Work request: Every line holding "interface" should be copied from the records below.

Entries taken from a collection
----

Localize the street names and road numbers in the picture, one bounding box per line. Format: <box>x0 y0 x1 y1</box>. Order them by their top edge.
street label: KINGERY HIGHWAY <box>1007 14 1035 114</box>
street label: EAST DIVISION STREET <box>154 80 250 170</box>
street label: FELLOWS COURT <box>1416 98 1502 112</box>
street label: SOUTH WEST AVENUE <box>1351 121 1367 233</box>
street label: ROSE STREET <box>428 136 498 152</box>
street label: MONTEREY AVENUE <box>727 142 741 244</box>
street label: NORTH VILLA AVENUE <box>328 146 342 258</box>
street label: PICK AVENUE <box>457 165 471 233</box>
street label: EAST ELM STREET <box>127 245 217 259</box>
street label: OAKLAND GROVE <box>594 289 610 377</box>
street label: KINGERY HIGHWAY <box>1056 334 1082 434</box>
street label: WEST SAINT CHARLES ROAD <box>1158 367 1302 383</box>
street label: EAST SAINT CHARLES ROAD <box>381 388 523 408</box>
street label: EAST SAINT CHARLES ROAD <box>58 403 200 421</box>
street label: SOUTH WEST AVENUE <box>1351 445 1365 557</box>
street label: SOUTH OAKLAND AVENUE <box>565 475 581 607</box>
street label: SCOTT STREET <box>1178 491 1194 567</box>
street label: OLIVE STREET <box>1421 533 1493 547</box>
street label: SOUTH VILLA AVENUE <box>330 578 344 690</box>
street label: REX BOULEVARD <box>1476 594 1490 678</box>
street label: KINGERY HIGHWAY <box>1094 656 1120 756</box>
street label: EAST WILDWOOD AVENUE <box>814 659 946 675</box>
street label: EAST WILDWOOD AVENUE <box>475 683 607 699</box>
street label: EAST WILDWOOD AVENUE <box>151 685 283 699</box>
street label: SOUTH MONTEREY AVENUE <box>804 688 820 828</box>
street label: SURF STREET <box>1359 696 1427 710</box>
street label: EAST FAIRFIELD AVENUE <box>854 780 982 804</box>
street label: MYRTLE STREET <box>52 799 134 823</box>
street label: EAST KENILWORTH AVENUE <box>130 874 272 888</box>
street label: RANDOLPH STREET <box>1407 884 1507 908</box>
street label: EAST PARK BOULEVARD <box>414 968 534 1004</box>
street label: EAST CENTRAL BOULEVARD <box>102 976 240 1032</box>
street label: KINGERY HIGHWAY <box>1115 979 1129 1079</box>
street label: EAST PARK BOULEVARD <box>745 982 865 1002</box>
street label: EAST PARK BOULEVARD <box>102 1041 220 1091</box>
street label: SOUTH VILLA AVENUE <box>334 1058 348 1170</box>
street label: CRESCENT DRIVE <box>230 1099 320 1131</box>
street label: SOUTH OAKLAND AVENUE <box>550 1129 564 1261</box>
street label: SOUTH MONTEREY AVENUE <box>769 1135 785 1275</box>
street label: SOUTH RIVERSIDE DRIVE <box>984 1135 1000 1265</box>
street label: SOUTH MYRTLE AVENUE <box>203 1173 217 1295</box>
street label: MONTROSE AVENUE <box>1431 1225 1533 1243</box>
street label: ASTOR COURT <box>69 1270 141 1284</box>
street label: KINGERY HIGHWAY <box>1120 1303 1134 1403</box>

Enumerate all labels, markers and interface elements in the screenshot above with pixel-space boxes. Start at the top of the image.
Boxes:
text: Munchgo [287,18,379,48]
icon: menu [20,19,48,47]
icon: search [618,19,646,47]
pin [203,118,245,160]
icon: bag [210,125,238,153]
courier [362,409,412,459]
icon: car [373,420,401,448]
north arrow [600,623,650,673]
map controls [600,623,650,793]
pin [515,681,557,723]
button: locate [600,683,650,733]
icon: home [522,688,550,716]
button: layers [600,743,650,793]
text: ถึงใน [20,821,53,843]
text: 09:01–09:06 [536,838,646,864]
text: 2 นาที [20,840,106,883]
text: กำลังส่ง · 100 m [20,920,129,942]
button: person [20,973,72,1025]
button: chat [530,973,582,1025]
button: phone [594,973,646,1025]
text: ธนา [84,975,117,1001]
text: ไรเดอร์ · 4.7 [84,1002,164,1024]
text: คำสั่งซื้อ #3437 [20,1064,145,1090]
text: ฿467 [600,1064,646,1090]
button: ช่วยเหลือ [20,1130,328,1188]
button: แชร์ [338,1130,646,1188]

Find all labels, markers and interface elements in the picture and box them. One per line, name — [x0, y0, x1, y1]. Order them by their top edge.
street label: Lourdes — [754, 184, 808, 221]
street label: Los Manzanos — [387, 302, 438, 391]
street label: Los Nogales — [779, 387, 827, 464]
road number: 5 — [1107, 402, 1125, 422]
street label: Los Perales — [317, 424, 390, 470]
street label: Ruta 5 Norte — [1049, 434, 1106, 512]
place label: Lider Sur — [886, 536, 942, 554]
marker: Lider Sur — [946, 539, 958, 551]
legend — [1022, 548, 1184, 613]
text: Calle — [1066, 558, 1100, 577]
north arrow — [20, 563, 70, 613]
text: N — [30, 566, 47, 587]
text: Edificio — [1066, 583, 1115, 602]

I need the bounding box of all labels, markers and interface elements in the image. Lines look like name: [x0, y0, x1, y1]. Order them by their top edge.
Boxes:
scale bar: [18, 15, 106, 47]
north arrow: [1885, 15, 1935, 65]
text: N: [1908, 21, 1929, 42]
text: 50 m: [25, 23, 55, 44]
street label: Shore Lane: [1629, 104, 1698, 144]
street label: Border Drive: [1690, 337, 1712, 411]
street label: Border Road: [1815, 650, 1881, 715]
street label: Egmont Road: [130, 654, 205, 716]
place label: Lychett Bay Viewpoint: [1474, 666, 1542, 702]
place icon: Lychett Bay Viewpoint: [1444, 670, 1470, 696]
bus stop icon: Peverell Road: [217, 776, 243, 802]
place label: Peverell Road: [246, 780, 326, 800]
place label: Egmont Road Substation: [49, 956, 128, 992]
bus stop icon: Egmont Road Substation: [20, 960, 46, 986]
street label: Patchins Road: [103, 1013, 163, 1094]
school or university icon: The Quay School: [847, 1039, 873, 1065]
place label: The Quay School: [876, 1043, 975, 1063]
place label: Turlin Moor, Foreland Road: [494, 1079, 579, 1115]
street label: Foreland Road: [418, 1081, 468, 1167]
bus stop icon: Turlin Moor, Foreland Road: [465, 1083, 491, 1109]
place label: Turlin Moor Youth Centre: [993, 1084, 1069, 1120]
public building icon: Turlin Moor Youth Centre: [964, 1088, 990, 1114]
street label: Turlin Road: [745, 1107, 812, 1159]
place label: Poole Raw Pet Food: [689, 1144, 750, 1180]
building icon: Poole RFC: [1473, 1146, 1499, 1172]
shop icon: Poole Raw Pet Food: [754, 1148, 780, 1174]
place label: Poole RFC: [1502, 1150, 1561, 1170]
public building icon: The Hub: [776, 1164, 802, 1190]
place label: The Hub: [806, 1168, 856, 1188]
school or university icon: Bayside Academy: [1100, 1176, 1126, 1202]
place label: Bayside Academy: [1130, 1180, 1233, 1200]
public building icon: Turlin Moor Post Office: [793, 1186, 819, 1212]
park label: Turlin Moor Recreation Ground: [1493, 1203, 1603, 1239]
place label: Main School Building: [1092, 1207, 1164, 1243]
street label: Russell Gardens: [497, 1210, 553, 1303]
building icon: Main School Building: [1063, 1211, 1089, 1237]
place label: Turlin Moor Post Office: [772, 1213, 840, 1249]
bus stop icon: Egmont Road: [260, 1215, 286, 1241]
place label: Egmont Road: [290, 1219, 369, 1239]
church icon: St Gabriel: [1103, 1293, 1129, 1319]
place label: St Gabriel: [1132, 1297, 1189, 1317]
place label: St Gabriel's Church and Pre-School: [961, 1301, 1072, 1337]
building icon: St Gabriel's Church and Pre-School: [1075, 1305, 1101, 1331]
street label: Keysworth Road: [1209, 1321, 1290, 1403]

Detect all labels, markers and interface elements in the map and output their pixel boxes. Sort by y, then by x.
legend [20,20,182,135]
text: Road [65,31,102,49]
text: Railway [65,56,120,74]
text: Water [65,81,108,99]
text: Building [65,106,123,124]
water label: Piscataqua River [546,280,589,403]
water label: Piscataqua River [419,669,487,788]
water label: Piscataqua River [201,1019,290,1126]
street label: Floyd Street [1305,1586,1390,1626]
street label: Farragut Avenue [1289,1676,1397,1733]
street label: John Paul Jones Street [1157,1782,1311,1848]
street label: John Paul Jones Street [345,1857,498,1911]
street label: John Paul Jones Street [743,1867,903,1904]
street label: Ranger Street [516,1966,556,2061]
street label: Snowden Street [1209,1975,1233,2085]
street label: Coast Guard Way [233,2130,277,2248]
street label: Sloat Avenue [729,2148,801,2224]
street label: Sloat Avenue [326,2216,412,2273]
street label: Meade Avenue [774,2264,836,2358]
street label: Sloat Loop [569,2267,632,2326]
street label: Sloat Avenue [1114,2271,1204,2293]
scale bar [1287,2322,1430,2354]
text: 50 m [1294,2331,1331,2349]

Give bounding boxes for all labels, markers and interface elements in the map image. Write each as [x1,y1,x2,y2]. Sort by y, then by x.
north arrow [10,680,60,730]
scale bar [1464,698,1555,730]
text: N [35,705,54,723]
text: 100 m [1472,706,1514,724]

----

Your solution:
Enumerate all labels, markers and interface elements in the screenshot above with pixel-space boxes. Start at the top of the image.
Find all labels, markers and interface elements in the picture and box them. One per line, name — [x0, y0, x1, y1]. Order them by their top edge.
I need the bounding box of all labels, markers and interface elements in the image. Lines look like name: [x0, y0, x1, y1]. Order them by their top edge.
Detect all labels, markers and interface elements in the map and output their pixel boxes. Sort by y, then by x.
Give bounding boxes for all labels, markers and interface elements in the map image. Write each as [x1,y1,x2,y2]. Sort by y, then by x.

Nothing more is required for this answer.